WORK REQUIRED → Please report every line of the listing below that has the word "Order" in it.

GIVEN MATERIAL →
--------------------------------

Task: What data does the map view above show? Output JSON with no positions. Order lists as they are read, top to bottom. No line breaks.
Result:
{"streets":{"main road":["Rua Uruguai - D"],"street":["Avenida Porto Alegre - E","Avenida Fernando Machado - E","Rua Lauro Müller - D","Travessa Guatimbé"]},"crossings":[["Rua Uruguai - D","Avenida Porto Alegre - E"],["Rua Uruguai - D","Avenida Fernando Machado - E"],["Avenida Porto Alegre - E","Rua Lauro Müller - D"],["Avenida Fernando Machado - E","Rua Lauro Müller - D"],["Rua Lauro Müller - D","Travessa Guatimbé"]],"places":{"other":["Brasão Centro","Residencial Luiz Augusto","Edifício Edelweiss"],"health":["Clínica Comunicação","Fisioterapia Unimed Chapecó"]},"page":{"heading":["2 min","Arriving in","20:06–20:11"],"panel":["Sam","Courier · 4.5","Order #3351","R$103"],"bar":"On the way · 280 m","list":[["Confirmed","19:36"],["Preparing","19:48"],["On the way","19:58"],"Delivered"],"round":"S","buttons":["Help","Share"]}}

--------------------------------

RESPONSE →
Task: What data does the map view above show? Output JSON with no positions. Order lists as they are read, top to bottom. No line breaks.
{"streets":{"main road":["Rua Uruguai - D"],"street":["Avenida Porto Alegre - E","Avenida Fernando Machado - E","Rua Lauro Müller - D","Travessa Guatimbé"]},"crossings":[["Rua Uruguai - D","Avenida Porto Alegre - E"],["Rua Uruguai - D","Avenida Fernando Machado - E"],["Avenida Porto Alegre - E","Rua Lauro Müller - D"],["Avenida Fernando Machado - E","Rua Lauro Müller - D"],["Rua Lauro Müller - D","Travessa Guatimbé"]],"places":{"other":["Brasão Centro","Residencial Luiz Augusto","Edifício Edelweiss"],"health":["Clínica Comunicação","Fisioterapia Unimed Chapecó"]},"page":{"heading":["2 min","Arriving in","20:06–20:11"],"panel":["Sam","Courier · 4.5","Order #3351","R$103"],"bar":"On the way · 280 m","list":[["Confirmed","19:36"],["Preparing","19:48"],["On the way","19:58"],"Delivered"],"round":"S","buttons":["Help","Share"]}}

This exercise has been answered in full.